*** Opening SUPPLIED RECORDS ***

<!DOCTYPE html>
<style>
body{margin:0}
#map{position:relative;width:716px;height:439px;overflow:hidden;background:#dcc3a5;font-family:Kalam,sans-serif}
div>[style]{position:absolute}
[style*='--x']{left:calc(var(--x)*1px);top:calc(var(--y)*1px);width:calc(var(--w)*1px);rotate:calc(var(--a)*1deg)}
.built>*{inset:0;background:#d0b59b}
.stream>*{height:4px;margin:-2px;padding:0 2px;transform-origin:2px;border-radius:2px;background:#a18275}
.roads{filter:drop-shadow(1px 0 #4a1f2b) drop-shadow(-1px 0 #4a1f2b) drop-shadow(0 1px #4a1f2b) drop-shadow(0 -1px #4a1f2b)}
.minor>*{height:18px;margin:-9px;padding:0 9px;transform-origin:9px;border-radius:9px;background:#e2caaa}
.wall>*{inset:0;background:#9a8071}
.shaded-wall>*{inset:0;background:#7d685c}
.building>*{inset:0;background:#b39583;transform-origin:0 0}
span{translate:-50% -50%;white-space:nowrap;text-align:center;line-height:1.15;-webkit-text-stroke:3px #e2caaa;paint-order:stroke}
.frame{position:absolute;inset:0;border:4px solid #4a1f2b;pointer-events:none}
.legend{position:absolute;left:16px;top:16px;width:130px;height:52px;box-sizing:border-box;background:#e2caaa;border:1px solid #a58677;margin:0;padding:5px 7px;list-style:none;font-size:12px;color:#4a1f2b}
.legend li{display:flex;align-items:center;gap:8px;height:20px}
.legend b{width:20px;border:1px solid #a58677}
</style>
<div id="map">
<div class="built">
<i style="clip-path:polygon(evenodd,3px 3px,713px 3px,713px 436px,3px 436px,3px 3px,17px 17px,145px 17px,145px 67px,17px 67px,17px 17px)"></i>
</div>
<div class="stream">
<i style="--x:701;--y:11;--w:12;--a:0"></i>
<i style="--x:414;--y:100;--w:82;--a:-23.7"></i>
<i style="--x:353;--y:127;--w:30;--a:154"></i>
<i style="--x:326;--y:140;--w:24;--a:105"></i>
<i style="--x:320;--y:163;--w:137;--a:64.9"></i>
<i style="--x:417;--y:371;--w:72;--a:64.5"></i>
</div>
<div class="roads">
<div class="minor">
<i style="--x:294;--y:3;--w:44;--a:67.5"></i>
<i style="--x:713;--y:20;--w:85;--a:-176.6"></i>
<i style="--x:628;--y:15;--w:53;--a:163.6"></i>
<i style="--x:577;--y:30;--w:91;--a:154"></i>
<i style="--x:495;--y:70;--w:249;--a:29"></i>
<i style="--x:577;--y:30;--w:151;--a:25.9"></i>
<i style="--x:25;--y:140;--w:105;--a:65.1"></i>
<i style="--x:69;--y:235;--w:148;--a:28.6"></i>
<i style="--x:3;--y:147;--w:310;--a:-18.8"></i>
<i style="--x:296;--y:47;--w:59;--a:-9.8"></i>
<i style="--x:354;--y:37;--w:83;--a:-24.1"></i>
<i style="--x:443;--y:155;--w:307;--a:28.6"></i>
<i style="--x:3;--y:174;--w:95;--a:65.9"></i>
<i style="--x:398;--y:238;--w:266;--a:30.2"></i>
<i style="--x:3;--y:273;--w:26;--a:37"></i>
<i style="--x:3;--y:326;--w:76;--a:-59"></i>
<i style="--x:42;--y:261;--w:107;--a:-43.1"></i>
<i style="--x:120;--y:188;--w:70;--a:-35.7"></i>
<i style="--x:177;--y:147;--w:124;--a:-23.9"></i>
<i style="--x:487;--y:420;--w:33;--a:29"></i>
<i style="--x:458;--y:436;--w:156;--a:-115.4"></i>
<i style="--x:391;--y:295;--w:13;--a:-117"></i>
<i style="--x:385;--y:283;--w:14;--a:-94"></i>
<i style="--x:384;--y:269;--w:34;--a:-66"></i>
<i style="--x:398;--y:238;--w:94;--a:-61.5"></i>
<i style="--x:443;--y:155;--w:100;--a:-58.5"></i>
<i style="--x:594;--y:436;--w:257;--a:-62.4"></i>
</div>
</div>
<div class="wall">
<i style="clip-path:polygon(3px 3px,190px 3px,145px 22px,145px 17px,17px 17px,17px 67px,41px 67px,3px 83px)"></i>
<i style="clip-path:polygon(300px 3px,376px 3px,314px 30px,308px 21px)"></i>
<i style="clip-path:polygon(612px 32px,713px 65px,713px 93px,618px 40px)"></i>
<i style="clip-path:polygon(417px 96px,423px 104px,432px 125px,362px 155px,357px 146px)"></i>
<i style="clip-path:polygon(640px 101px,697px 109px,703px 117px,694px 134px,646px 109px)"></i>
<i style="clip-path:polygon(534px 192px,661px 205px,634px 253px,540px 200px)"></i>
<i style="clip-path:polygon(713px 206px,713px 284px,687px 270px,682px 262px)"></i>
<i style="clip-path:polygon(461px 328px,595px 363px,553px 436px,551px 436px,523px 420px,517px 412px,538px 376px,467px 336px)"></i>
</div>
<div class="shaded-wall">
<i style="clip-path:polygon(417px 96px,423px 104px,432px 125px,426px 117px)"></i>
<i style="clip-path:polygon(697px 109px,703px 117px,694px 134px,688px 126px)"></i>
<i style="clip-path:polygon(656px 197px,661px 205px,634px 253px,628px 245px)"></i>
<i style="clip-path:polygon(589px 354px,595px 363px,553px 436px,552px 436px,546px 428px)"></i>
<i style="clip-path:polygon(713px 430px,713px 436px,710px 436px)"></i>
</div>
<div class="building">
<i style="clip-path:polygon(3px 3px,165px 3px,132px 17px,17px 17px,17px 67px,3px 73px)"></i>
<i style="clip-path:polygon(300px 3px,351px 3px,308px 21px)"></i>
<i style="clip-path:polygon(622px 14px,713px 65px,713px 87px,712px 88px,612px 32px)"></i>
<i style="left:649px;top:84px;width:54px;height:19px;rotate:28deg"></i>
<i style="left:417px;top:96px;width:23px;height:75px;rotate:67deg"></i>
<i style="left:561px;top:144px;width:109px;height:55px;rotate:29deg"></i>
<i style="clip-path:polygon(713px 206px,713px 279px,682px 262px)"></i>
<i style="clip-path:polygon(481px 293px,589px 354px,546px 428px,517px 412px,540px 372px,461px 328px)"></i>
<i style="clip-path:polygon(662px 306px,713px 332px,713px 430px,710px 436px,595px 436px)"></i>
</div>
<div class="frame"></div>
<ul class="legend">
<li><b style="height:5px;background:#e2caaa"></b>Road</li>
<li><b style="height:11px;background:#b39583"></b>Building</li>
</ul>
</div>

*** Closing SUPPLIED RECORDS ***

**REQUIREMENT**
All lines from the opening of the material through the line that contains "0 #4a1f2b) drop-shadow(-1px" are to be printed exactly, with no others.

**WORKED SOLUTION**
<!DOCTYPE html>
<style>
body{margin:0}
#map{position:relative;width:716px;height:439px;overflow:hidden;background:#dcc3a5;font-family:Kalam,sans-serif}
div>[style]{position:absolute}
[style*='--x']{left:calc(var(--x)*1px);top:calc(var(--y)*1px);width:calc(var(--w)*1px);rotate:calc(var(--a)*1deg)}
.built>*{inset:0;background:#d0b59b}
.stream>*{height:4px;margin:-2px;padding:0 2px;transform-origin:2px;border-radius:2px;background:#a18275}
.roads{filter:drop-shadow(1px 0 #4a1f2b) drop-shadow(-1px 0 #4a1f2b) drop-shadow(0 1px #4a1f2b) drop-shadow(0 -1px #4a1f2b)}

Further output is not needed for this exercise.